WHAT YOU HAVE TO DO ->
Would you repeat every line below exactly, please?

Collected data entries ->
════════════════════

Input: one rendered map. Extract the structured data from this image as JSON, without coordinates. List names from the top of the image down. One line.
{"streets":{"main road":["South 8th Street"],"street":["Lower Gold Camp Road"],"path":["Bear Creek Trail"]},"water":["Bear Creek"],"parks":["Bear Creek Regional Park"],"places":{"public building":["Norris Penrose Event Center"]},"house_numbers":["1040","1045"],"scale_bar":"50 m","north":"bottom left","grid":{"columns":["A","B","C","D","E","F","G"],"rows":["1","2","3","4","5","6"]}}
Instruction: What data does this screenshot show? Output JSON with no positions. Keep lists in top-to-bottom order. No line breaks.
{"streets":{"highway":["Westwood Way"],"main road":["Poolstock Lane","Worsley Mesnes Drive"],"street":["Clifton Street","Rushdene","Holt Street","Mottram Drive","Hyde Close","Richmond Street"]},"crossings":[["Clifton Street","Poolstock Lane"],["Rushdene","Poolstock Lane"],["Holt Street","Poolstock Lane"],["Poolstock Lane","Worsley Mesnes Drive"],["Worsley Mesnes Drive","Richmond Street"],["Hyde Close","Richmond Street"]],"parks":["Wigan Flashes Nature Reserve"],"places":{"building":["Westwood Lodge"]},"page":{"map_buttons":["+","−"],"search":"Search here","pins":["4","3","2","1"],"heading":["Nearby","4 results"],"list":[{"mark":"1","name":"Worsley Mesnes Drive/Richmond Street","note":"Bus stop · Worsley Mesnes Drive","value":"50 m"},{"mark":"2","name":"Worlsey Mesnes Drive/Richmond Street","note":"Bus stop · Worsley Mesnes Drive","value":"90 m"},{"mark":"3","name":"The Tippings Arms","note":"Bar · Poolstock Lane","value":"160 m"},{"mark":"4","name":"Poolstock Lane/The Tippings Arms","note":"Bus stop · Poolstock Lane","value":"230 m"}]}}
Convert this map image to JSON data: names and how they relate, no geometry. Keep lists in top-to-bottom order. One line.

════════════════════

EXERCISE RESULT ->
Input: one rendered map. Extract the structured data from this image as JSON, without coordinates. List names from the top of the image down. One line.
{"streets":{"main road":["South 8th Street"],"street":["Lower Gold Camp Road"],"path":["Bear Creek Trail"]},"water":["Bear Creek"],"parks":["Bear Creek Regional Park"],"places":{"public building":["Norris Penrose Event Center"]},"house_numbers":["1040","1045"],"scale_bar":"50 m","north":"bottom left","grid":{"columns":["A","B","C","D","E","F","G"],"rows":["1","2","3","4","5","6"]}}
Instruction: What data does this screenshot show? Output JSON with no positions. Keep lists in top-to-bottom order. No line breaks.
{"streets":{"highway":["Westwood Way"],"main road":["Poolstock Lane","Worsley Mesnes Drive"],"street":["Clifton Street","Rushdene","Holt Street","Mottram Drive","Hyde Close","Richmond Street"]},"crossings":[["Clifton Street","Poolstock Lane"],["Rushdene","Poolstock Lane"],["Holt Street","Poolstock Lane"],["Poolstock Lane","Worsley Mesnes Drive"],["Worsley Mesnes Drive","Richmond Street"],["Hyde Close","Richmond Street"]],"parks":["Wigan Flashes Nature Reserve"],"places":{"building":["Westwood Lodge"]},"page":{"map_buttons":["+","−"],"search":"Search here","pins":["4","3","2","1"],"heading":["Nearby","4 results"],"list":[{"mark":"1","name":"Worsley Mesnes Drive/Richmond Street","note":"Bus stop · Worsley Mesnes Drive","value":"50 m"},{"mark":"2","name":"Worlsey Mesnes Drive/Richmond Street","note":"Bus stop · Worsley Mesnes Drive","value":"90 m"},{"mark":"3","name":"The Tippings Arms","note":"Bar · Poolstock Lane","value":"160 m"},{"mark":"4","name":"Poolstock Lane/The Tippings Arms","note":"Bus stop · Poolstock Lane","value":"230 m"}]}}
Convert this map image to JSON data: names and how they relate, no geometry. Keep lists in top-to-bottom order. One line.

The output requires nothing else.